:: MATERIAL TO PROCESS ::
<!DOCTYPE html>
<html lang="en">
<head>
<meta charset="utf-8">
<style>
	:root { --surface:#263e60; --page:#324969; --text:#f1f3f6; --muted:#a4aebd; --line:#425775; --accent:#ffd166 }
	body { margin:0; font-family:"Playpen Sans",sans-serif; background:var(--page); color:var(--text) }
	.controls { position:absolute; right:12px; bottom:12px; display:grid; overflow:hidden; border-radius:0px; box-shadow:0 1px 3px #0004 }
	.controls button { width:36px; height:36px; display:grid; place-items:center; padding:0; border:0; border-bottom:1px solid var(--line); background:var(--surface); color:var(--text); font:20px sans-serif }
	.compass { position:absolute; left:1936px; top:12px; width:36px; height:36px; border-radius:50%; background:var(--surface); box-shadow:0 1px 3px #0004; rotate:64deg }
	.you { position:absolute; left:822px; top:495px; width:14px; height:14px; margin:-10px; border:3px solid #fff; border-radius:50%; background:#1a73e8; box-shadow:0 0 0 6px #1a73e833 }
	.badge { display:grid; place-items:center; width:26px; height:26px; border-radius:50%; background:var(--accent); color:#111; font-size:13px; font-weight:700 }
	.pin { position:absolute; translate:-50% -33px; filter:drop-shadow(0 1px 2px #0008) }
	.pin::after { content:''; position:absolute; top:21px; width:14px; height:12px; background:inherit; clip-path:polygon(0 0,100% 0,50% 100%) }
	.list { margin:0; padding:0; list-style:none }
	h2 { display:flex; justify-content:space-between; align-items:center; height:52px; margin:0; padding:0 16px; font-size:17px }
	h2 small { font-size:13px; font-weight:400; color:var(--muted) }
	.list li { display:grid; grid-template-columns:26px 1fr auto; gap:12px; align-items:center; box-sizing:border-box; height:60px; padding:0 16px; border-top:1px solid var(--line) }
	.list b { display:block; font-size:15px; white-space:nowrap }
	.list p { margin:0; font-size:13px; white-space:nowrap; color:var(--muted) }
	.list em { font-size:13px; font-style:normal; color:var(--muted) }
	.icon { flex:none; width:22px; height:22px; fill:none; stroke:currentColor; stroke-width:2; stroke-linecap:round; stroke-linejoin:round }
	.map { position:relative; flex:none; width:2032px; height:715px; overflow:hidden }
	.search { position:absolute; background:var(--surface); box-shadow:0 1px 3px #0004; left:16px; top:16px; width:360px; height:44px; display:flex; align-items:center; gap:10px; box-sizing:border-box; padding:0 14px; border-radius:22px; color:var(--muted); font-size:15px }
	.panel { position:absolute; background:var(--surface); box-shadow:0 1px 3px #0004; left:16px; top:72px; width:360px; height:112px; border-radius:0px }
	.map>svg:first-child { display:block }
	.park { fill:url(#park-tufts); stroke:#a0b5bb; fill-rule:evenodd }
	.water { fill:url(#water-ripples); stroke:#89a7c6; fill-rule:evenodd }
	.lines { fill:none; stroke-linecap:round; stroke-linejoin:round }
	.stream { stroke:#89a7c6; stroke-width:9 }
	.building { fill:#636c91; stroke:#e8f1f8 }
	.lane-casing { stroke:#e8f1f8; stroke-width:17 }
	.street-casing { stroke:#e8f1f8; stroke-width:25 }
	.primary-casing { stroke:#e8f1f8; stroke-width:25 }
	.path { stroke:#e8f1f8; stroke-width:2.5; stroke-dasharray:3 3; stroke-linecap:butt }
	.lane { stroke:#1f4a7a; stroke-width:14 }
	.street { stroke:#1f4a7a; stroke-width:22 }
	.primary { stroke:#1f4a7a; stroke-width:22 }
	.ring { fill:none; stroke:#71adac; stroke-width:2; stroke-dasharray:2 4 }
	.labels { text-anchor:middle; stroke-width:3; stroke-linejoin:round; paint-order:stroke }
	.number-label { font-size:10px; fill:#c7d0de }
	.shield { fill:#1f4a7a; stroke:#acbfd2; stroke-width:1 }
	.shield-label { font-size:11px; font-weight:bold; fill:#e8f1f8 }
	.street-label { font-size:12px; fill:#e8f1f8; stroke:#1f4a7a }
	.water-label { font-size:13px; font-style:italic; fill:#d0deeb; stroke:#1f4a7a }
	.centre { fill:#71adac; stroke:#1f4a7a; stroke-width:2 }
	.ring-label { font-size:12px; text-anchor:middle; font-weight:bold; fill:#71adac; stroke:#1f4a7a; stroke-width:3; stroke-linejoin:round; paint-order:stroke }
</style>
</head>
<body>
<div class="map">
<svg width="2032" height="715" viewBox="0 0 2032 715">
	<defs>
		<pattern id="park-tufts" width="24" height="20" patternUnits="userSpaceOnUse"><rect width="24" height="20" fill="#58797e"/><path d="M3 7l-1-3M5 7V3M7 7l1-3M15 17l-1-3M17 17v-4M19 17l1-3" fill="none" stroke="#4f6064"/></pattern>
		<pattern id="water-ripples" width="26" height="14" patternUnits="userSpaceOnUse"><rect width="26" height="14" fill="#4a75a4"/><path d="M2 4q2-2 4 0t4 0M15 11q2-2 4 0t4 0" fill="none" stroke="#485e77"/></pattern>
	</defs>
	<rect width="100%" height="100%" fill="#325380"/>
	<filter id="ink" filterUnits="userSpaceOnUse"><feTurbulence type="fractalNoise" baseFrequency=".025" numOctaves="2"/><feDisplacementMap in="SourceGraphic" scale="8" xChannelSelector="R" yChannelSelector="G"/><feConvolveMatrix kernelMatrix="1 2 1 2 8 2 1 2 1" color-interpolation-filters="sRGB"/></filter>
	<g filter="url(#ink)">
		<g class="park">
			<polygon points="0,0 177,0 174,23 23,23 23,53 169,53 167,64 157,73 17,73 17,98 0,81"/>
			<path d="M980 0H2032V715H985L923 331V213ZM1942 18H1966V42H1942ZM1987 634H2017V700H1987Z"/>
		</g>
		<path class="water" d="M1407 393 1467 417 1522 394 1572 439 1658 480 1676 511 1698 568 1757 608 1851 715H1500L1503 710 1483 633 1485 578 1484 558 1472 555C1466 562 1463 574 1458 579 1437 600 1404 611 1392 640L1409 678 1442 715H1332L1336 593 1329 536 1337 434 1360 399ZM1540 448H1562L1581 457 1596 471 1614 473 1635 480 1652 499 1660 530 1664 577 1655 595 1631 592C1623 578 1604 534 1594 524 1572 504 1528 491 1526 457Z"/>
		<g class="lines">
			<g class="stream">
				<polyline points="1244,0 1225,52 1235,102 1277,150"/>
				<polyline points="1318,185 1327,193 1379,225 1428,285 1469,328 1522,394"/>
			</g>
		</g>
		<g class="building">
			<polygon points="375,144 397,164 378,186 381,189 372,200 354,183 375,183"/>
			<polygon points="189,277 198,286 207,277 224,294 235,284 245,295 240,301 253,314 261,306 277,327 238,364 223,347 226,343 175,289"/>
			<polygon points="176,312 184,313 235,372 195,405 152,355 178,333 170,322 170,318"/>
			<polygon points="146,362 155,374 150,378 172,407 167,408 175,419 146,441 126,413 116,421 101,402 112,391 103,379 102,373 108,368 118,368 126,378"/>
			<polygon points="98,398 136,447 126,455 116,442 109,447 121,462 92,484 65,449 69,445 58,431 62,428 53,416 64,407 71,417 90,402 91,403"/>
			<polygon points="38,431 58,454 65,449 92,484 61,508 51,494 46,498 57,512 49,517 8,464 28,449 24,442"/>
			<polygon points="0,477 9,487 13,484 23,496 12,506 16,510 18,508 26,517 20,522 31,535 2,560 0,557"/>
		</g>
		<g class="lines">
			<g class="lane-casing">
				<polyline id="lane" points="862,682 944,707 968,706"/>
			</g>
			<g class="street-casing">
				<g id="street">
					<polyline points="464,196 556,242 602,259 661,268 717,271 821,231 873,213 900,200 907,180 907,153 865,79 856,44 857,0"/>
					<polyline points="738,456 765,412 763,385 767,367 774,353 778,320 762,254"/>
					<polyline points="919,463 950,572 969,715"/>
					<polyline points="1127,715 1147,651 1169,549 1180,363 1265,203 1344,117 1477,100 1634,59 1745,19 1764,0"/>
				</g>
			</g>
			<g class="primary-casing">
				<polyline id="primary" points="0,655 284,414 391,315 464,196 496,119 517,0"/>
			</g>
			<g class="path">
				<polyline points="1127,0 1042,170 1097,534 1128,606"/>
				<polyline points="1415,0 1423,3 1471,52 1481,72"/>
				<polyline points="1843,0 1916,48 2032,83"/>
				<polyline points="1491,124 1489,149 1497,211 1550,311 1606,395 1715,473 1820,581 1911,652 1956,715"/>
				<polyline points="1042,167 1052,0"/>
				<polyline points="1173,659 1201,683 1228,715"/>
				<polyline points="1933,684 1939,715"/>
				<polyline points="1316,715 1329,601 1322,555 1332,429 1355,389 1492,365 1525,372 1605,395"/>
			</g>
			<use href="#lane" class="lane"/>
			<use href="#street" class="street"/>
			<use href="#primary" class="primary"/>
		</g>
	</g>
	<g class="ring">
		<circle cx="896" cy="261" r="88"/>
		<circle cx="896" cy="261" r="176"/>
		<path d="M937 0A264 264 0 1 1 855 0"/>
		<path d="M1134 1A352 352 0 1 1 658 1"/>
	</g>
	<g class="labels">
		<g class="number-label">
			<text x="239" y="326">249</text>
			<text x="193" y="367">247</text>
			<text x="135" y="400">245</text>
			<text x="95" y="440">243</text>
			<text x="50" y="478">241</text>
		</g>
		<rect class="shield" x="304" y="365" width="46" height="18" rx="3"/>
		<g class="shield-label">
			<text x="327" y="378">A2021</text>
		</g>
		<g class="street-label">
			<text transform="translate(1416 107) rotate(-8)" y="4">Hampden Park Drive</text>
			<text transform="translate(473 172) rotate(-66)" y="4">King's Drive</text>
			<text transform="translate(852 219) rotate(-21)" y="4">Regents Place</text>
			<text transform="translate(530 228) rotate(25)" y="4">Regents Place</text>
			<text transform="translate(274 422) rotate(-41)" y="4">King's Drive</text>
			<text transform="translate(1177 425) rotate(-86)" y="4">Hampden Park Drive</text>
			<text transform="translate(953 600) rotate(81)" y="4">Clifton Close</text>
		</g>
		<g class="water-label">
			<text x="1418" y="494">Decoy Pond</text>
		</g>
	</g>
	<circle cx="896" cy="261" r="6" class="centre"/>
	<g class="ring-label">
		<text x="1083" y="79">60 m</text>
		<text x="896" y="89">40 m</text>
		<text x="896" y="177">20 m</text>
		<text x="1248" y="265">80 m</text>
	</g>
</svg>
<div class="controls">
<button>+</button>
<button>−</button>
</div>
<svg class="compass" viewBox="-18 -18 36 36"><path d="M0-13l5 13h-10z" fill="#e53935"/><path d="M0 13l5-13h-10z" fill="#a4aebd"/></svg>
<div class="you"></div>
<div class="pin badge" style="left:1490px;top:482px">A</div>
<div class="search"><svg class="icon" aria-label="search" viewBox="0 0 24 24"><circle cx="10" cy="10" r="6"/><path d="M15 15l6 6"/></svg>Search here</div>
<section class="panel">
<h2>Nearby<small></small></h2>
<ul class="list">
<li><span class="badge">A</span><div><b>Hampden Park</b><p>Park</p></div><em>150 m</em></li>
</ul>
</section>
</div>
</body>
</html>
:::
Reading through the records above, report each line in which the string "white" is found.

• _RESULT_:
	.list b { display:block; font-size:15px; white-space:nowrap }
	.list p { margin:0; font-size:13px; white-space:nowrap; color:var(--muted) }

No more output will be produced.